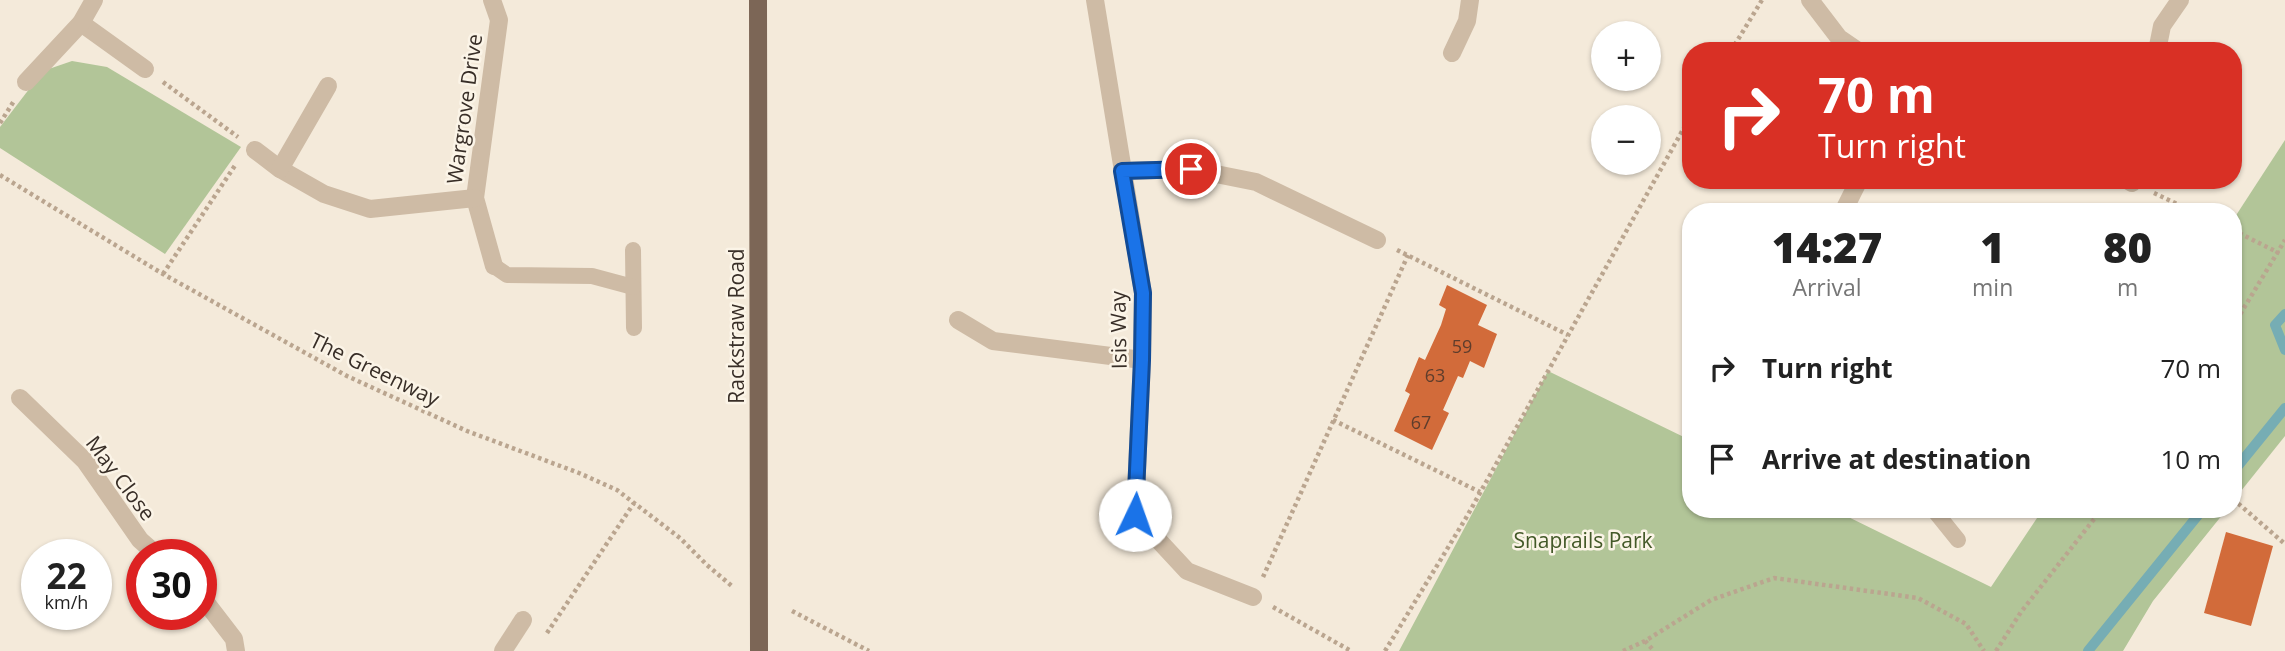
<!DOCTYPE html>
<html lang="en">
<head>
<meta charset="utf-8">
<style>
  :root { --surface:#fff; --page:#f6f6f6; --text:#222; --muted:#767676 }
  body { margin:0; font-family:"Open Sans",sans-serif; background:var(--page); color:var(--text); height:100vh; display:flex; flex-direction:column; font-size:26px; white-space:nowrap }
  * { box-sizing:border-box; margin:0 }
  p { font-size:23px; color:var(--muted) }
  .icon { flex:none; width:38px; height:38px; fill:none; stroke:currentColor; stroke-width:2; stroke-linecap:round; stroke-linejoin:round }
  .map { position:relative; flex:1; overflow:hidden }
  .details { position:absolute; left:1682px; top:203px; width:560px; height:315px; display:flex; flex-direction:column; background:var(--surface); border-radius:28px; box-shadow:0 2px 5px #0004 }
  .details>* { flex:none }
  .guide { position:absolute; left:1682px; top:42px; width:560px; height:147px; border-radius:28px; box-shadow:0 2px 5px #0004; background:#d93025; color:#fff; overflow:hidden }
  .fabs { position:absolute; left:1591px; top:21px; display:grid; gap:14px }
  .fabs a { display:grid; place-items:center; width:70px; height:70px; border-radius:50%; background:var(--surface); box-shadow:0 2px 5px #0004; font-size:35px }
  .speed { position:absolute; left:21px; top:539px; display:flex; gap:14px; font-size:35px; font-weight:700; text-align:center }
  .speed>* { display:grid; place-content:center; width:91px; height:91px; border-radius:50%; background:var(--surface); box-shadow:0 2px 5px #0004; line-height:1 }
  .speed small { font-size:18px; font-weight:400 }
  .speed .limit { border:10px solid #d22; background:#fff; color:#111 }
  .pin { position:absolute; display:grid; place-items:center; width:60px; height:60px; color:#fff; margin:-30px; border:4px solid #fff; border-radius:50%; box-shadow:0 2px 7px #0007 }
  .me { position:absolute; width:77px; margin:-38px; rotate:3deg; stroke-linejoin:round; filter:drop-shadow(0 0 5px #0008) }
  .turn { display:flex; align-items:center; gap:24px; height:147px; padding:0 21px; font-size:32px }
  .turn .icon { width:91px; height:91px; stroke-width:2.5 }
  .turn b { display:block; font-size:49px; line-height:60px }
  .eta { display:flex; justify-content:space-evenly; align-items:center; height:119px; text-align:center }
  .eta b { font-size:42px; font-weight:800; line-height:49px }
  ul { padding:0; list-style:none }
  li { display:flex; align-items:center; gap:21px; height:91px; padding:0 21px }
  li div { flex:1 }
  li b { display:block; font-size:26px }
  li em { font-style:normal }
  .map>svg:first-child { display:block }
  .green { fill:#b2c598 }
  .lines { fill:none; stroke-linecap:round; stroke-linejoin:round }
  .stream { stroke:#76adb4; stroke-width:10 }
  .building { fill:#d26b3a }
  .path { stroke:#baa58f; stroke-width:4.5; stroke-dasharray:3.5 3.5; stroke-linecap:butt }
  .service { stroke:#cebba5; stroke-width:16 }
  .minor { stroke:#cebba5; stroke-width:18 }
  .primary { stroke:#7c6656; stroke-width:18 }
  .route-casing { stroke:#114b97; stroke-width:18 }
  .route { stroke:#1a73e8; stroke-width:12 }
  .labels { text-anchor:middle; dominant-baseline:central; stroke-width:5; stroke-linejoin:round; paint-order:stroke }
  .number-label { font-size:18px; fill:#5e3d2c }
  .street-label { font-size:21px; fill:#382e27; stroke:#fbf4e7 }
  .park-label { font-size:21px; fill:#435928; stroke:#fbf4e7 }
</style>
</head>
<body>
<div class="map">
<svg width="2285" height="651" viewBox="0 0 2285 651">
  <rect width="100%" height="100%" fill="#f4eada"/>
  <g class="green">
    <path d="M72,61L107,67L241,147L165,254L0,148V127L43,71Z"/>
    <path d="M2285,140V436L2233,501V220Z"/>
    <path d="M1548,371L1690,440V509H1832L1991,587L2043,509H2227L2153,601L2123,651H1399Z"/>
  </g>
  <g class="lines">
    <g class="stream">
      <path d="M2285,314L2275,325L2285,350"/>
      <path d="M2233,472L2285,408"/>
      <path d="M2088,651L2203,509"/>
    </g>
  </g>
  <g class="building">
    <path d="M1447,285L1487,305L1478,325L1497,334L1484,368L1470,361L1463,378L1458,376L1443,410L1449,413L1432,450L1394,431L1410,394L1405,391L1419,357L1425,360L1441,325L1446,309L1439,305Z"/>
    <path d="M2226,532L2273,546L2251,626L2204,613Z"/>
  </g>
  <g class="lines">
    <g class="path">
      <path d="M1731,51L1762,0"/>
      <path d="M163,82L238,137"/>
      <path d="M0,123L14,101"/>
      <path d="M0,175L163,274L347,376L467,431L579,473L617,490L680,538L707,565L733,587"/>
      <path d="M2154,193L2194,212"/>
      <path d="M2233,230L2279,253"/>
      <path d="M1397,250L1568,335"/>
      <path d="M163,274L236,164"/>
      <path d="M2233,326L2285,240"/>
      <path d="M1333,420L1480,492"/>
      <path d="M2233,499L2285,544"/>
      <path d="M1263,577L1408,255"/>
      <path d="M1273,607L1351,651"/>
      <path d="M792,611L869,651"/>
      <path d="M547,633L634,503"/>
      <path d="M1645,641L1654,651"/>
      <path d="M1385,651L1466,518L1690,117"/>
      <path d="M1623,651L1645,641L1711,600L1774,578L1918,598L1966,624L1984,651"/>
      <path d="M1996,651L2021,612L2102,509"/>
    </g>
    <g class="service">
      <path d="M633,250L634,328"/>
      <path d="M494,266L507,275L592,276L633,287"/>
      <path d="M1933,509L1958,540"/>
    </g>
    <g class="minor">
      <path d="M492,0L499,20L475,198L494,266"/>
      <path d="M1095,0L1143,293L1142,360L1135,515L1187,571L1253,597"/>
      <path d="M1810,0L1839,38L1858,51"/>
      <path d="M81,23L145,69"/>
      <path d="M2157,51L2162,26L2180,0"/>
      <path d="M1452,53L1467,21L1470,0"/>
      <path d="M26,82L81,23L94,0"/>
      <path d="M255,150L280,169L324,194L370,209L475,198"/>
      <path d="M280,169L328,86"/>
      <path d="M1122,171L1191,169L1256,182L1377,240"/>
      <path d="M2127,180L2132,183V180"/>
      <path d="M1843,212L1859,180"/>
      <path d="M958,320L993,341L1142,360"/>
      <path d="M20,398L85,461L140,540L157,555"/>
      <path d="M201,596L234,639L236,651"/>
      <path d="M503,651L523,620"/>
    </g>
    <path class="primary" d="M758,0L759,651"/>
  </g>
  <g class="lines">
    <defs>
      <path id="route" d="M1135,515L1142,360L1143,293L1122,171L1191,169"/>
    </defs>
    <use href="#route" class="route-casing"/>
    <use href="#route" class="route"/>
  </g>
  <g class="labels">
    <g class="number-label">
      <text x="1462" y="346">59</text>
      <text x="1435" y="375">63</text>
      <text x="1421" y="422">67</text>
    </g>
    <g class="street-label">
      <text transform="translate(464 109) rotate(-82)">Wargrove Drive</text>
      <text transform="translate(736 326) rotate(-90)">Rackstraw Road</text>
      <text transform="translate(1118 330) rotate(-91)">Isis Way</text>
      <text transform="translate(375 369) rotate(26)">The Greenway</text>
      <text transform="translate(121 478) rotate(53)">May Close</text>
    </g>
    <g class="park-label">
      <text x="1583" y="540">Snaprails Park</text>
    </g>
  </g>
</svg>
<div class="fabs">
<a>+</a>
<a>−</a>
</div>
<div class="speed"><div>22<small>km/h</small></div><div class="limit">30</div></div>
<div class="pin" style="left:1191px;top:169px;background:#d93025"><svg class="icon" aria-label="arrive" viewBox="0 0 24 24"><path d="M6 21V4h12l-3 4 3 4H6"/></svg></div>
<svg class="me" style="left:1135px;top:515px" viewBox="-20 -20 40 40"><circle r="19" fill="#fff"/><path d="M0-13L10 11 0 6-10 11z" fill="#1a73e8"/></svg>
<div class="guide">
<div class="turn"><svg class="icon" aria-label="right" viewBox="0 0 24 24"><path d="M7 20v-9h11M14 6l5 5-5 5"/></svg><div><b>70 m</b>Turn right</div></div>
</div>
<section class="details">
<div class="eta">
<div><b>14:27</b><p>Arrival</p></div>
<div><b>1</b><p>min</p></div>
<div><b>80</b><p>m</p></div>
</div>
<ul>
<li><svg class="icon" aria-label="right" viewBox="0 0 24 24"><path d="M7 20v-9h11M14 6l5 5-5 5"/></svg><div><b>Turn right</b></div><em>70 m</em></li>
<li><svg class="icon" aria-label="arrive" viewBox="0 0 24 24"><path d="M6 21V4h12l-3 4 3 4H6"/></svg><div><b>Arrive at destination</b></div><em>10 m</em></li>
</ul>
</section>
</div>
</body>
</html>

■ ■ ■

- WORK ITEM:
Where a line in the material above holds "grid", copy that line.

- ANSWER TO THIS PROBLEM:
  .fabs { position:absolute; left:1591px; top:21px; display:grid; gap:14px }
  .fabs a { display:grid; place-items:center; width:70px; height:70px; border-radius:50%; background:var(--surface); box-shadow:0 2px 5px #0004; font-size:35px }
  .speed>* { display:grid; place-content:center; width:91px; height:91px; border-radius:50%; background:var(--surface); box-shadow:0 2px 5px #0004; line-height:1 }
  .pin { position:absolute; display:grid; place-items:center; width:60px; height:60px; color:#fff; margin:-30px; border:4px solid #fff; border-radius:50%; box-shadow:0 2px 7px #0007 }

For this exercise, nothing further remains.